Required action
Write every record out again exactly, and keep images out of it.

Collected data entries
┌──

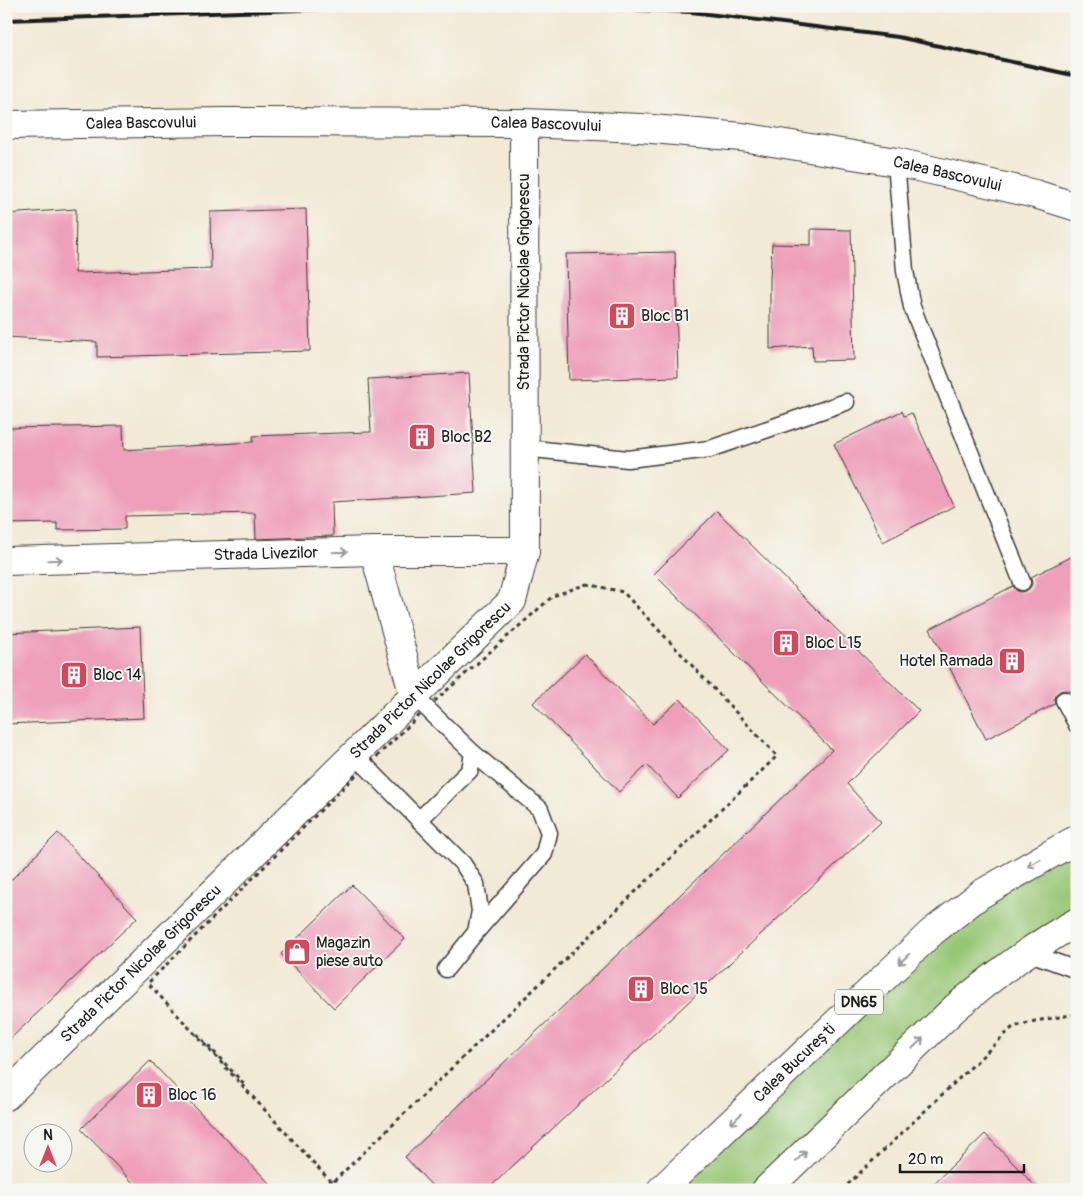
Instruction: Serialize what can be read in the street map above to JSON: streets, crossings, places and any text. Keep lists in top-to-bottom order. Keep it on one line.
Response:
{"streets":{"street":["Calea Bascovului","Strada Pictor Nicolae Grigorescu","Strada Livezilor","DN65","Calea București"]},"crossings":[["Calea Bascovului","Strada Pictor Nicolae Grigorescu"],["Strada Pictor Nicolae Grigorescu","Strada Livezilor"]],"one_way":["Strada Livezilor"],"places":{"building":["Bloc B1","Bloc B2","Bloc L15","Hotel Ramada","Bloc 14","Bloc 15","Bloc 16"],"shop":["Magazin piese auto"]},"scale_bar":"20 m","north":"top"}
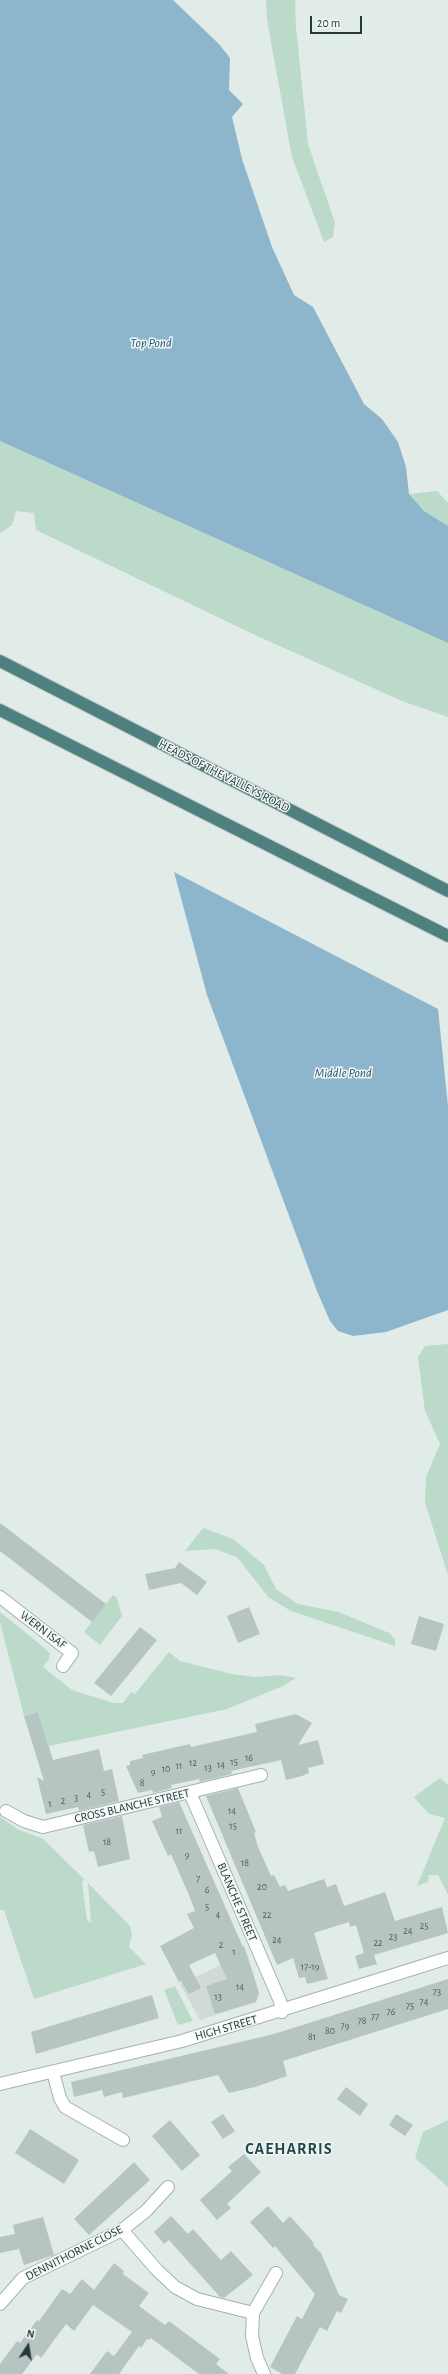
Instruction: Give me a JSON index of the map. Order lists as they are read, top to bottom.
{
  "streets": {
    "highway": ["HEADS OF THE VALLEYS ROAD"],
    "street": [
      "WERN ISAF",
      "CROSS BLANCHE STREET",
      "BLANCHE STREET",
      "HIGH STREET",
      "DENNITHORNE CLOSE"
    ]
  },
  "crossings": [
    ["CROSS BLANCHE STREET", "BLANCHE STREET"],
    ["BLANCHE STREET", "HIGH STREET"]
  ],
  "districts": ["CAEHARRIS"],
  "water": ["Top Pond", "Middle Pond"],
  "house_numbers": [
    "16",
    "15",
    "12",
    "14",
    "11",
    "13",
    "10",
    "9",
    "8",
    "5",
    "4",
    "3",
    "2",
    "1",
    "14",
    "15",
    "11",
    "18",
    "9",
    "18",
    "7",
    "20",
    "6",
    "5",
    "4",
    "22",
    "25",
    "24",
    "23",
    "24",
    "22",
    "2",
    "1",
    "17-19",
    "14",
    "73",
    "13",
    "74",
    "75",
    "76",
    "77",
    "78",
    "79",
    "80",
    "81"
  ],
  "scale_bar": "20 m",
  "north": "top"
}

└──

Answer below
Instruction: Serialize what can be read in the street map above to JSON: streets, crossings, places and any text. Keep lists in top-to-bottom order. Keep it on one line.
Response:
{"streets":{"street":["Calea Bascovului","Strada Pictor Nicolae Grigorescu","Strada Livezilor","DN65","Calea București"]},"crossings":[["Calea Bascovului","Strada Pictor Nicolae Grigorescu"],["Strada Pictor Nicolae Grigorescu","Strada Livezilor"]],"one_way":["Strada Livezilor"],"places":{"building":["Bloc B1","Bloc B2","Bloc L15","Hotel Ramada","Bloc 14","Bloc 15","Bloc 16"],"shop":["Magazin piese auto"]},"scale_bar":"20 m","north":"top"}
Instruction: Give me a JSON index of the map. Order lists as they are read, top to bottom.
{
  "streets": {
    "highway": ["HEADS OF THE VALLEYS ROAD"],
    "street": [
      "WERN ISAF",
      "CROSS BLANCHE STREET",
      "BLANCHE STREET",
      "HIGH STREET",
      "DENNITHORNE CLOSE"
    ]
  },
  "crossings": [
    ["CROSS BLANCHE STREET", "BLANCHE STREET"],
    ["BLANCHE STREET", "HIGH STREET"]
  ],
  "districts": ["CAEHARRIS"],
  "water": ["Top Pond", "Middle Pond"],
  "house_numbers": [
    "16",
    "15",
    "12",
    "14",
    "11",
    "13",
    "10",
    "9",
    "8",
    "5",
    "4",
    "3",
    "2",
    "1",
    "14",
    "15",
    "11",
    "18",
    "9",
    "18",
    "7",
    "20",
    "6",
    "5",
    "4",
    "22",
    "25",
    "24",
    "23",
    "24",
    "22",
    "2",
    "1",
    "17-19",
    "14",
    "73",
    "13",
    "74",
    "75",
    "76",
    "77",
    "78",
    "79",
    "80",
    "81"
  ],
  "scale_bar": "20 m",
  "north": "top"
}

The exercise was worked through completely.